WHAT THE TASK ASKS: Work through the listing below and state how many of its lines hold the word "from". Give no other output.

SOURCE MATERIAL:
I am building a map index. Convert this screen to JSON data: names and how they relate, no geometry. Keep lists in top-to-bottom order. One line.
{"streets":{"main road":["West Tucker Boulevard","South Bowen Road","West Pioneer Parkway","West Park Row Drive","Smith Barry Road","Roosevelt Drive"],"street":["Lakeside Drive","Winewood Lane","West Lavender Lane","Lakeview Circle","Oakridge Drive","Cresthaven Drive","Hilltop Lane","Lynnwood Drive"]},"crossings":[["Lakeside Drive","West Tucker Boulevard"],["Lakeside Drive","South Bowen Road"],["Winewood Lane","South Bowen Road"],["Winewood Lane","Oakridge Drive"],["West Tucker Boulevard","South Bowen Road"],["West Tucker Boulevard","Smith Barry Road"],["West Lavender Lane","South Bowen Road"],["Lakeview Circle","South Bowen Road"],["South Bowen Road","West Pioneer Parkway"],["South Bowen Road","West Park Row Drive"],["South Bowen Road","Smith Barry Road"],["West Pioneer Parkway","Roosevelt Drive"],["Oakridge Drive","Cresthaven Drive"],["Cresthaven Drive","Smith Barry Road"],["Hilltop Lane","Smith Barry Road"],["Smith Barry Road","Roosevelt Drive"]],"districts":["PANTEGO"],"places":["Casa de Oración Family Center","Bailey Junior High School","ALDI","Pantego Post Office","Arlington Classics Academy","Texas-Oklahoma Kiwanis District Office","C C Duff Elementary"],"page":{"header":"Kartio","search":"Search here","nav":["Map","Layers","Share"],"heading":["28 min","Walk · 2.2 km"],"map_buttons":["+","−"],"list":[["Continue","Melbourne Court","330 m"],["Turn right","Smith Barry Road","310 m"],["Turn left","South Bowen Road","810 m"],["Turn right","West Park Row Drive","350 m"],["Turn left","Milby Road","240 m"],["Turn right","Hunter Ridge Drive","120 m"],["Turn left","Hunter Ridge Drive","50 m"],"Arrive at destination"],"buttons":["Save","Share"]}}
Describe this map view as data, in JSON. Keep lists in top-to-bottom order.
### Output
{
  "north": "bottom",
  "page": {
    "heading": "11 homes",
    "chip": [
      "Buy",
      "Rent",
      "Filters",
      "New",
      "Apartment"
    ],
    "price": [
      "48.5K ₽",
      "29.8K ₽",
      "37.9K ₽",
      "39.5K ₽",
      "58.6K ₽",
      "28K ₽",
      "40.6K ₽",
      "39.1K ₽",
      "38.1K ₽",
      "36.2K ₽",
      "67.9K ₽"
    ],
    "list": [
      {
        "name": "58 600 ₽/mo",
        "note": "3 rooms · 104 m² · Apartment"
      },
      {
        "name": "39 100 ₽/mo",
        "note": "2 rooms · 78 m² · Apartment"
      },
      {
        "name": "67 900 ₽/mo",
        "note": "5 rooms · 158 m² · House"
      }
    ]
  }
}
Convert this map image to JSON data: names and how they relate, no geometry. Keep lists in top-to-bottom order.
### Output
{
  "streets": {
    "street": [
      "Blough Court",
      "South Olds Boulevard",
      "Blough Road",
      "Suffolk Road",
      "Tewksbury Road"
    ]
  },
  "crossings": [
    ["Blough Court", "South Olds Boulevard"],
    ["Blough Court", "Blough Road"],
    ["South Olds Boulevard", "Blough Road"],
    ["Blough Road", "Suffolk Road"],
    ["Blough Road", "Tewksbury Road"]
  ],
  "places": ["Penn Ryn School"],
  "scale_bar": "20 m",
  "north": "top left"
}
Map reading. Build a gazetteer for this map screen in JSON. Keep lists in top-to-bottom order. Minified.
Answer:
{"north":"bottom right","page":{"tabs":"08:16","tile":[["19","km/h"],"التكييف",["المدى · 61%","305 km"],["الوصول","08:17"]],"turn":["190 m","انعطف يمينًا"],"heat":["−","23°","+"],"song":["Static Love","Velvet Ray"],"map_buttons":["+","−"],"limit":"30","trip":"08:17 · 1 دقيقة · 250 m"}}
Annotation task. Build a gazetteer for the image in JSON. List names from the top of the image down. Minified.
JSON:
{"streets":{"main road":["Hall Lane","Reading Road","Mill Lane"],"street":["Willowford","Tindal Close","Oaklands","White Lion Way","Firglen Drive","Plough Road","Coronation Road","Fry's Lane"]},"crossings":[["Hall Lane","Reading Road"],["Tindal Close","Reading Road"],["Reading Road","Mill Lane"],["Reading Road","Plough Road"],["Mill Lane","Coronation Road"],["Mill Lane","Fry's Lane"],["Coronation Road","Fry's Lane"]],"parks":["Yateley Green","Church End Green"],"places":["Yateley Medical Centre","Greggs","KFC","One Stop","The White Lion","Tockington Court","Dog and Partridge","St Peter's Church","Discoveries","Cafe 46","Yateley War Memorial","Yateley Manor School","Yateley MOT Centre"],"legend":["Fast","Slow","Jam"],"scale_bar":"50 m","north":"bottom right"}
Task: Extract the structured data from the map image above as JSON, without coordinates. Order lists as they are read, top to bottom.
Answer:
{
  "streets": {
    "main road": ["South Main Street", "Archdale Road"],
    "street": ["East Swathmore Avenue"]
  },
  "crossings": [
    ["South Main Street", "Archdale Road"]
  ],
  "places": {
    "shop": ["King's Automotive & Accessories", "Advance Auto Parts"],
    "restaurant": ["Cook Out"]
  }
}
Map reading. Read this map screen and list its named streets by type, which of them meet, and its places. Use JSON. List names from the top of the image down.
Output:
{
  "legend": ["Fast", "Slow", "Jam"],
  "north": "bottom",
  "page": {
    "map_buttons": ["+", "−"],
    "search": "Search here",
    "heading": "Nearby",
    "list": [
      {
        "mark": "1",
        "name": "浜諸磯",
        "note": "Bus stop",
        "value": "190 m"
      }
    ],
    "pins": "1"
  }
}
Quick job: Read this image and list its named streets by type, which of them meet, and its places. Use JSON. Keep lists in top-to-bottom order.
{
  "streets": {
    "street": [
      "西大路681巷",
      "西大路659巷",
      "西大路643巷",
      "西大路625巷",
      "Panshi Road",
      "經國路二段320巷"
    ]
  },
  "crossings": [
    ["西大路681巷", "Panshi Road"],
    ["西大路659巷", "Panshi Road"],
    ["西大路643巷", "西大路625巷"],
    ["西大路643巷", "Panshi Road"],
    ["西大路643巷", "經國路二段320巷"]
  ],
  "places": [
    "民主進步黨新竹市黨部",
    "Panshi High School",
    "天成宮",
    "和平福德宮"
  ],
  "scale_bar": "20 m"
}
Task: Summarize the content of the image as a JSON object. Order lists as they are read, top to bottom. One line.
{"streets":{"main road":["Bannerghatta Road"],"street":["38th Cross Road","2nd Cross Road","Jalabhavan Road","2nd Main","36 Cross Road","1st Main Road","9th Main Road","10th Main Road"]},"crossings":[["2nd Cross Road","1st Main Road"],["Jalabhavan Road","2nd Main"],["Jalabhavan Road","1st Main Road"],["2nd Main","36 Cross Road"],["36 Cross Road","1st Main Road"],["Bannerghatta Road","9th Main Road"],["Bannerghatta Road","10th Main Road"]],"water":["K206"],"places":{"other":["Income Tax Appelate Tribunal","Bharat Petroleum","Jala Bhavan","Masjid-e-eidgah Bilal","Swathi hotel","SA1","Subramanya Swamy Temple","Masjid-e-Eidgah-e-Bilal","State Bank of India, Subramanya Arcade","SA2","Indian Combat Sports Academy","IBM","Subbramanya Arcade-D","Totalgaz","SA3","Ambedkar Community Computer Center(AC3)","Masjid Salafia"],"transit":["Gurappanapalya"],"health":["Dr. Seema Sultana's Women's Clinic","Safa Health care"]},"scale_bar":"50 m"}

RESULT BELOW: 3